La vuelta de los más pequeños

La crisis económica del Covid deja vacías 10.000 plazas de guarderías en Sevilla

Los más pequeños vuelven al aula. Las guarderías reabren sus puertas este martes, cuando arranca el mes de septiembre, con un gran despliegue de medidas de seguridad e higiene para hacer frente a la pandemia del coronavirus. Una situación cuyos efectos económicos se dejan sentir en las escuelas del primer ciclo de Educación Infantil, hasta tal punto que casi 10.000 plazas se han quedado vacías en el proceso de matriculación, que en dicha etapa -de carácter voluntario- continúa abierto todo el curso. 

La delegada territorial de Educación, Marta Escrivá, ha detallado que de los 31.100 puestos públicos y de convenio ofertados, se han ocupado 21.200, lo que supone que se han quedado libres 9.900, la cifra más alta de los últimos años. 

Dicha caída -del 8% respecto al pasado curso- obedece a varios factores. Uno de ellos es la bajada de la natalidad que se viene registrando en la provincia desde principios de esta década como consecuencia de la debacle financiera sufrida a partir de 2008. Las otras causas están relacionadas directamente con el Covid-19. 

Por un lado, la evolución de la pandemia y los continuos rebrotes provocan bastante temor en muchas familias, que han optado por no llevar a sus hijos a estos centros. Y por otro, y quizás el más importante -como señala la delegada de Educación-, es el panorama económico tan desolador que deja tras de sí el virus, con ERTE, despidos y fuerte pérdida de ingresos

Comienzo del curso en las guardería Comienzo del curso en las guardería

Comienzo del curso en las guardería / José Angel García (Sevilla)

Un "retrato económico" irreal

Aunque bien es cierto que la Junta de Andalucía oferta un sistema de bonificaciones bastante amplio para esta etapa (que no es gratuita), para acogerse a dichas ayudas las familias han de presentar los datos tributarios correspondientes a la declaración de la renta de 2018, un "retrato económico" que, en palabras de Escrivá, ha sufrido una fuerte modificación a raíz de la crisis del Covid, lo que lleva a muchos padres a abandonar la idea de matricular a sus hijos en las guarderías. 

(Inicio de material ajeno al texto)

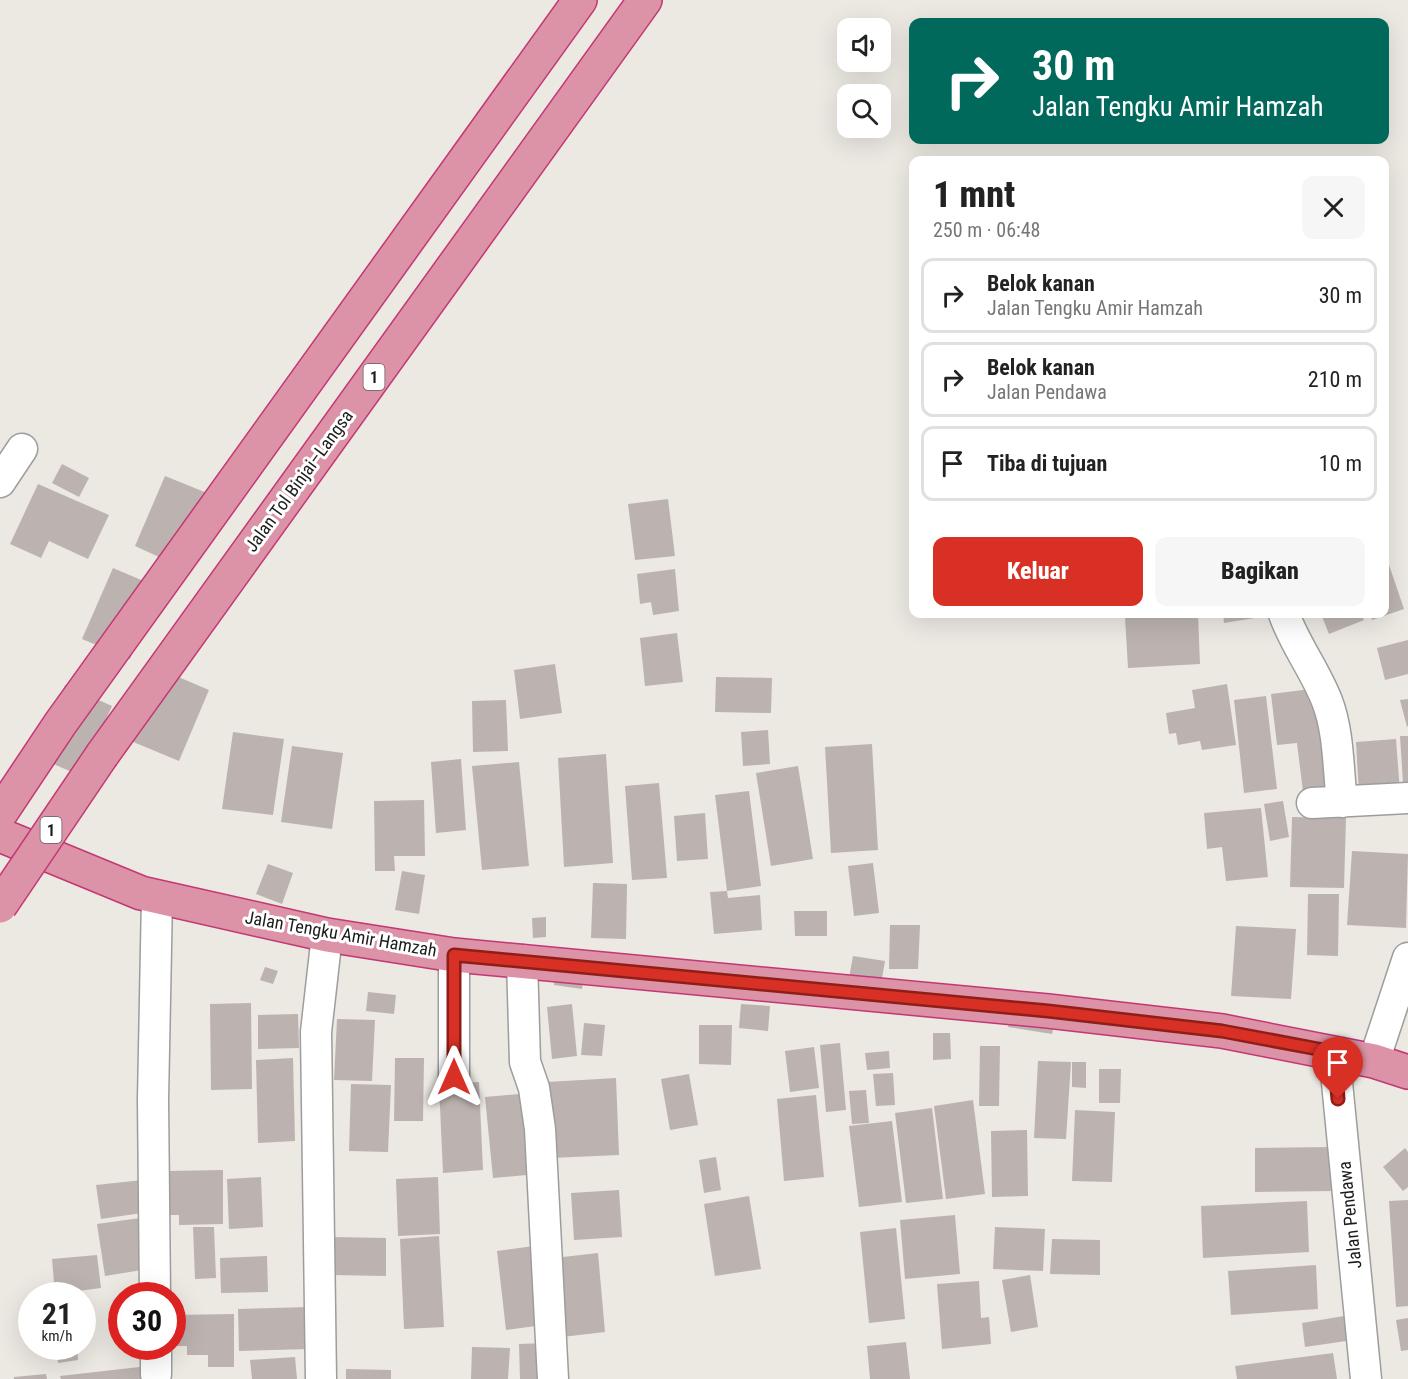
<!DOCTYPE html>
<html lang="id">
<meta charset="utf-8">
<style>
:root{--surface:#fff;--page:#f6f6f6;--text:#222;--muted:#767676;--line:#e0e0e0;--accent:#d93025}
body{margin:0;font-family:"Roboto Condensed",sans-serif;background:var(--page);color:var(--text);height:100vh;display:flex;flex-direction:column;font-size:22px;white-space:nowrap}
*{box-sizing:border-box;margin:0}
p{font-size:20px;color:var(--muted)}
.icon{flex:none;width:33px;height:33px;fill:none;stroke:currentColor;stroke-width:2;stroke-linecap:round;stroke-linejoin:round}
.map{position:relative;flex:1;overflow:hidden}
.drawer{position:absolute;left:909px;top:156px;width:480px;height:462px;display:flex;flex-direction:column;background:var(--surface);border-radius:12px;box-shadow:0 6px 24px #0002}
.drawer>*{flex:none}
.banner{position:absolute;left:909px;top:18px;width:480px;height:126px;border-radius:12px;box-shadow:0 6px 24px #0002;background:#00695c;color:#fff;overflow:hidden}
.buttons{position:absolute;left:837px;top:18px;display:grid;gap:12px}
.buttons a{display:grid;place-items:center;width:54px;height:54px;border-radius:12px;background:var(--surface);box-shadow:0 6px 24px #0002;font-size:30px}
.speed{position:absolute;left:18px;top:1282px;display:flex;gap:12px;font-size:30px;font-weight:700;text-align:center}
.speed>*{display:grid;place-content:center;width:78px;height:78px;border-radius:50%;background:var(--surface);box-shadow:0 6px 24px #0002;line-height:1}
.speed small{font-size:15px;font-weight:400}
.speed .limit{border:9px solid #d22;background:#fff;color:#111}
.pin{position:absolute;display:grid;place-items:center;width:51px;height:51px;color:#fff;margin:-62px -26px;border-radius:50% 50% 50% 0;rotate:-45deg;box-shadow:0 0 6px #0007}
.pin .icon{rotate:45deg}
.me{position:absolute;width:66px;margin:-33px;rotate:0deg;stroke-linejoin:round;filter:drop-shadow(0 0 4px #0008)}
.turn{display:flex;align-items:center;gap:21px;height:126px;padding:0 24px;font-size:27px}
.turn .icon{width:78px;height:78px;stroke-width:2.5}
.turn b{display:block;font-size:42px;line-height:51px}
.round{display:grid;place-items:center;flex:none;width:63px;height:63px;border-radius:12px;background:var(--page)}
.summary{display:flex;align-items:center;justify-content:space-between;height:102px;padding:0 24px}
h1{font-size:36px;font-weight:800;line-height:45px}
.primary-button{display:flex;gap:12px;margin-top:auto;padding:12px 24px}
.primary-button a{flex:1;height:69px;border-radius:12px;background:var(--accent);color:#fff;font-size:24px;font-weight:800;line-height:69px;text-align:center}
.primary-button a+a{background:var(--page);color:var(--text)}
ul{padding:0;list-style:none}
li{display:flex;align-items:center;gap:18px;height:75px;margin:0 12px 9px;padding:0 12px;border:3px solid var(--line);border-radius:12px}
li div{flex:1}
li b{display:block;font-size:22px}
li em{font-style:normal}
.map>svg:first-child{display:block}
.building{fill:#bcb3b0}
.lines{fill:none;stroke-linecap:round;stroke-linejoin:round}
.street-casing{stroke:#9d9d9d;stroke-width:33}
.highway-casing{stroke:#c33775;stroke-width:36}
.street{stroke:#fff;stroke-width:30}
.highway{stroke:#dc92a7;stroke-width:33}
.highway-bridge-casing{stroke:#c33775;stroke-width:36;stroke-linecap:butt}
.highway-bridge{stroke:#dc92a7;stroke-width:33}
.route-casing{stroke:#8d1f18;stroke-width:15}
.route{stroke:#d93025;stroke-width:10}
.labels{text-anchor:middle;stroke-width:6;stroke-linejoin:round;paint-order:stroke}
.shield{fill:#fff;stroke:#606060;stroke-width:1.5}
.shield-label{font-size:16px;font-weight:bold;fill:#1c1c1c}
.street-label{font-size:18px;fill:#1c1c1c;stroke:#fff}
</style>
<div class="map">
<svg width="1408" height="1379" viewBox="0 0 1408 1379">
<rect width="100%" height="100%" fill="#ece8e2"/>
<path class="building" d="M62,464L89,478L79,497L52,483Z
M165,476L212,495L181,567L135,546Z
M38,484L109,515L88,559L49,541L41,558L10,544Z
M668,499L675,556L635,560L628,504Z
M1385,553L1404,609L1372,620L1370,614H1384Z
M113,568L160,588L130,659L82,639Z
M675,569L679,611L653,615L651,602L640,604L637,574Z
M1198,614L1200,664L1128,668L1125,617Z
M1223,614H1267V616L1224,623Z
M1321,614H1361L1364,620L1329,634Z
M677,633L683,682L645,686L640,638Z
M1408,640V674L1385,680L1377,648Z
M555,664L562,713L520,719L514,670Z
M162,670L209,690L179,761L131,741Z
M716,677L772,678L771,713L715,712Z
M1227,684L1236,745L1202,750L1200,741L1178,745L1176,733L1169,734L1166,713L1195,708L1192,690Z
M65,685L112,706L81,776L35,756Z
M1311,689L1335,796L1304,800L1297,743L1277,745L1271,694Z
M1266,696L1277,789L1244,793L1234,700Z
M1408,699V726L1407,727L1400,700Z
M506,700L508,751L473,752L472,701Z
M768,730L770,764L743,766L741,732Z
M233,732L284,739L273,815L222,809Z
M1400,736H1408V782L1403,783Z
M1396,739L1400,792L1359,795L1356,742Z
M872,744L878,850L831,853L825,747Z
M292,746L343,753L332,829L281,822Z
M606,754L613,863L564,867L558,758Z
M461,759L466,830L436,833L431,762Z
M519,762L529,866L482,870L472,766Z
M798,766L813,859L771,866L756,773Z
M659,783L667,878L632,880L625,786Z
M749,791L761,886L727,891L715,795Z
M424,800L425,856H394L395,871H375L374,801Z
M1283,801L1289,837L1270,841L1264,804Z
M1261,808L1268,877L1226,881L1222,847L1207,849L1204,813Z
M705,813L708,859L677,861L674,816Z
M1292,817L1346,818L1344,888L1290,887Z
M1352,851L1408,854L1406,928L1347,925Z
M873,863L879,913L854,916L848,866Z
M268,864L293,873L282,904L256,894Z
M402,871L425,875L419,914L395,910Z
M593,883L627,884L626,939L591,938Z
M727,891L728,898L760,895L762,930L714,934L710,892Z
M1308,894H1339L1338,956L1307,955Z
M794,911H827V936H795Z
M546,917V937L533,938L532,918Z
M890,925H920L918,969H889Z
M1236,926L1296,929L1291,999L1231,996Z
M853,956L885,961L881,984L849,978Z
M265,967L278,971L273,984L260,980Z
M555,971L584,975L582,989L554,985Z
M368,992L396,995L394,1014L366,1011Z
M251,1003L252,1089L211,1090L210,1004Z
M572,1004L577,1056L552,1059L547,1007Z
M741,1004L770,1006L768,1031L739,1028Z
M1011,1013L1055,1021L1052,1034L1008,1027Z
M298,1014L299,1048L258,1049V1015Z
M337,1019L375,1020L372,1081L334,1080Z
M584,1023L605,1025L602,1056L581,1055Z
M699,1025H732L731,1065L699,1064Z
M933,1033H950L951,1059L933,1060Z
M840,1043L846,1110L826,1112L820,1045Z
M980,1046H1000L999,1106H979Z
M814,1047L819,1088L790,1092L785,1051Z
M889,1051L890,1068L867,1070L865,1053Z
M293,1058L295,1141L258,1143L256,1060Z
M395,1058H424L423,1121H394Z
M1038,1061L1071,1062L1066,1139L1034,1138Z
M1072,1062H1086V1088L1072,1087Z
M1099,1069H1121L1120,1103H1099Z
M893,1073L895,1105L876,1106L873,1074Z
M689,1074L698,1125L670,1130L661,1079Z
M616,1078L619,1155L551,1158L547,1082Z
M479,1082L483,1170L443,1173L439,1085Z
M351,1084L391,1085L388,1152L349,1151Z
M866,1090L869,1123L852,1124L849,1091Z
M530,1093L537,1174L493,1178L485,1097Z
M816,1095L824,1177L784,1181L777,1099Z
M973,1100L985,1194L946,1199L934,1106Z
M932,1108L943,1199L906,1203L895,1113Z
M1075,1110L1115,1112L1112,1182L1072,1181Z
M892,1121L902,1202L859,1207L849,1126Z
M1027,1130L1028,1196L992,1197L991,1131Z
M1334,1147V1191L1255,1192V1148Z
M1405,1148L1408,1152V1187L1403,1191L1383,1167Z
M716,1157L721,1190L704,1193L699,1160Z
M223,1170V1224L179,1225V1215H169L168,1171Z
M261,1177L263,1227L229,1229L227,1179Z
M438,1177L440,1234L398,1236L396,1179Z
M143,1180L142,1213L101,1219L96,1185Z
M619,1190L622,1237L574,1240L571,1193Z
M749,1196L761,1269L715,1276L704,1204Z
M1408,1200V1306L1396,1307L1389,1201Z
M1307,1201L1309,1252L1203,1258L1201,1206Z
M955,1215L960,1274L905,1279L900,1220Z
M140,1218L148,1269L105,1276L97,1224Z
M193,1227H214L216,1278L195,1279Z
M995,1227L1045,1229L1043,1271L993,1269Z
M896,1228L905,1319L869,1323L860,1232Z
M439,1236L444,1327L404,1329L400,1239Z
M332,1237L386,1238V1276L331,1275Z
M1052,1239L1100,1240V1275L1050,1274Z
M534,1246L543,1325L506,1330L497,1251Z
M598,1253L605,1332L562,1337L554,1258Z
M97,1255L101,1288L55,1294L52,1259Z
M267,1256L268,1292L221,1293L220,1258Z
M1316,1265L1318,1309L1231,1315L1228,1271Z
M1030,1275L1038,1327L1011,1332L1002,1280Z
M979,1281L981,1318L989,1317L991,1344L942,1349L937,1284Z
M309,1307L310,1349L239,1351L238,1309Z
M234,1314V1367H208V1355H187V1346H174L173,1315Z
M1350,1315L1353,1340L1305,1347L1302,1323Z
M1408,1318V1350L1401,1351L1396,1320Z
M906,1342L910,1379H870L867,1346Z
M545,1343L546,1379H520L519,1344Z
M56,1347H77L78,1360L58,1363Z
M472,1347L510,1348L508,1379H471Z
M1333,1353L1337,1379H1237L1235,1366Z
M295,1357L297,1379H252L250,1360Z
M148,1366L149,1379H61L60,1376Z
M346,1369L391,1370V1379H346Z
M46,1374L47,1379H14V1377Z"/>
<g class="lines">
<g class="street-casing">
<path id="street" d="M0,482L22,449
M1284,614C1295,645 1315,670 1327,701C1339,732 1338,769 1342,802
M1312,803L1408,798
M454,955V1077
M522,960L525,1062L534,1088L540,1129L553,1379
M1334,1052L1366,1379
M1374,1061L1408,958
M155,1296L153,1100L157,897
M156,1347V1374
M321,1379L316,1032L327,935"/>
</g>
<g class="highway-casing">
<path id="highway" d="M102,755L645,0
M0,814L60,724L580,0
M0,835L141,893L327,935L454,955L1048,1011L1222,1031L1374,1061L1408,1072"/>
</g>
<use href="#street" class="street"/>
<use href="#highway" class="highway"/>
<g class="highway-bridge-casing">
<path id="highway-bridge" d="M0,906L102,755"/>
</g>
<use href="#highway-bridge" class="highway-bridge"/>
</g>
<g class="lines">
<g class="route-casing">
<path id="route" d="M454,1077V955L1048,1011L1222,1031L1334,1052L1338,1099"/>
</g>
<use href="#route" class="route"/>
</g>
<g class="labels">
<g class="shield">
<rect x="363.5" y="364" width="21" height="26" rx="4.5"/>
<rect x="40.5" y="817" width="21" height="26" rx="4.5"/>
</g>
<g class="shield-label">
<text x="374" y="383">1</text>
<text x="51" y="836">1</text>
</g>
<g class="street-label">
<text transform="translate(299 481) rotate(-54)" y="6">Jalan Tol Binjai–Langsa</text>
<text transform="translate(341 934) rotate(10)" y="6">Jalan Tengku Amir Hamzah</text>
<text transform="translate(1350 1215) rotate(-96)" y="6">Jalan Pendawa</text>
</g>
</g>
</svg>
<div class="buttons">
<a><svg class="icon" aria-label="sound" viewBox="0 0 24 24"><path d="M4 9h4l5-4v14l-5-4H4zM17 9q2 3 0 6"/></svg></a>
<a><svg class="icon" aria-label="search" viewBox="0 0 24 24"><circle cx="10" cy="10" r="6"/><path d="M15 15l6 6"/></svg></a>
</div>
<div class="speed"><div>21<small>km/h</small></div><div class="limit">30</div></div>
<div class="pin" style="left:1338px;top:1099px;background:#d93025"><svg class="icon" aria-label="arrive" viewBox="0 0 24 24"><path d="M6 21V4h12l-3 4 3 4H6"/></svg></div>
<svg class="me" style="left:454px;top:1077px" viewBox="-20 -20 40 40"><path d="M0-17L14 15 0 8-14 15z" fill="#d93025" stroke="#fff" stroke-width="4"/></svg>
<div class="banner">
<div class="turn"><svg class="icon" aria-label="right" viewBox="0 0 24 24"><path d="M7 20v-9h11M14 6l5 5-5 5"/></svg><div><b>30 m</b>Jalan Tengku Amir Hamzah</div></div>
</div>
<section class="drawer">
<div class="summary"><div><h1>1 mnt</h1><p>250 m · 06:48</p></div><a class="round"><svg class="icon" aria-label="close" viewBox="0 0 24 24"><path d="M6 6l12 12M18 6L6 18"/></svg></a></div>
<ul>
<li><svg class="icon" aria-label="right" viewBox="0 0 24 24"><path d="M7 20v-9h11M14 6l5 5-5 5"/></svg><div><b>Belok kanan</b><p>Jalan Tengku Amir Hamzah</p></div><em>30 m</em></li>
<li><svg class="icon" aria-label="right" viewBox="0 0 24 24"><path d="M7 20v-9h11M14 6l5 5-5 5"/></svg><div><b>Belok kanan</b><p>Jalan Pendawa</p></div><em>210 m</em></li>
<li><svg class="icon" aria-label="arrive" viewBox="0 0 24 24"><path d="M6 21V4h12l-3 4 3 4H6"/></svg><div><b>Tiba di tujuan</b></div><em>10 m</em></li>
</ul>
<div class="primary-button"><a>Keluar</a><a>Bagikan</a></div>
</section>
</div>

Debe recordarse, además, que este curso el precio de la plaza pública y de convenio del primer ciclo de Infantil sube hasta los 320 euros mensuales (con comedor incluido), un encarecimiento que asume la Consejería de Educación y Deporte y que en ningún momento repercute en el bolsillo de las familias, como prometió el titular andaluz Javier Imbroda

Pese a esta bajada de la demanda, la red de escuelas infantiles sigue aumentando, de manera que a la oferta de la Junta se han sumado 16 centros más, hasta alcanzar los 570 en toda la provincia. Esta cifra da cobertura, por tanto, a buena parte de la población con la edad comprendida entre los 0 y 3 años, una situación que difiere mucho de la que se vivía hace 10 años, cuando aún no se alcanzaba el mínimo exigido por la Unión Europea. 

Sólo un positivo de coronavirus, por ahora

El inicio de curso en las guarderías tiene lugar después de que la Administración autonómica haya realizado en la provincia -entre el 28 y el 31 de agosto- más de 4.000 test de Covid a todo el personal de estos centros públicos y de convenio que vaya a estar en contacto con los menores. Según Escrivá, de ellos, por ahora, se han obtenido resultado de los 600 practicados el viernes. Sólo uno ha dado positivo. Se está a la espera de confirmación por PCR. Se trata de un empleado de cocina. 

Las escuelas infantiles cuentan también con unas instrucciones específicas para el curso marcado por la pandemia. Entre ellas, se establecen las aulas burbujas, el lavado continuo con agua y jabón de los niños (para los menores de tres años no está permitido el hidroalcohol) y habilitar distintos accesos para la entrada y salida. 

Críticas del sector

Algunas plataformas y patronales han criticado las escasas ayudas que han recibido del Gobierno andaluz para hacer frente a los gastos que suponen establecer dichas medidas -entre las que se incluye la contratación de más personal para atender a los menores-, lo que ha llevado a tener que hacer frente con recursos propios a dicho desembolso, en unos momentos en los que la economía de los centros se encuentra muy debilitada.

Las guarderías, como el resto de edificios educativos, se vieron obligadas a cerrar con la declaración del estado de alarma y muy pocas volvieron a abrir cuando finalizó. Sólo pudieron hacerlo aquellas que obtuvieron licencia municipal para funcionar como ludotecas en verano.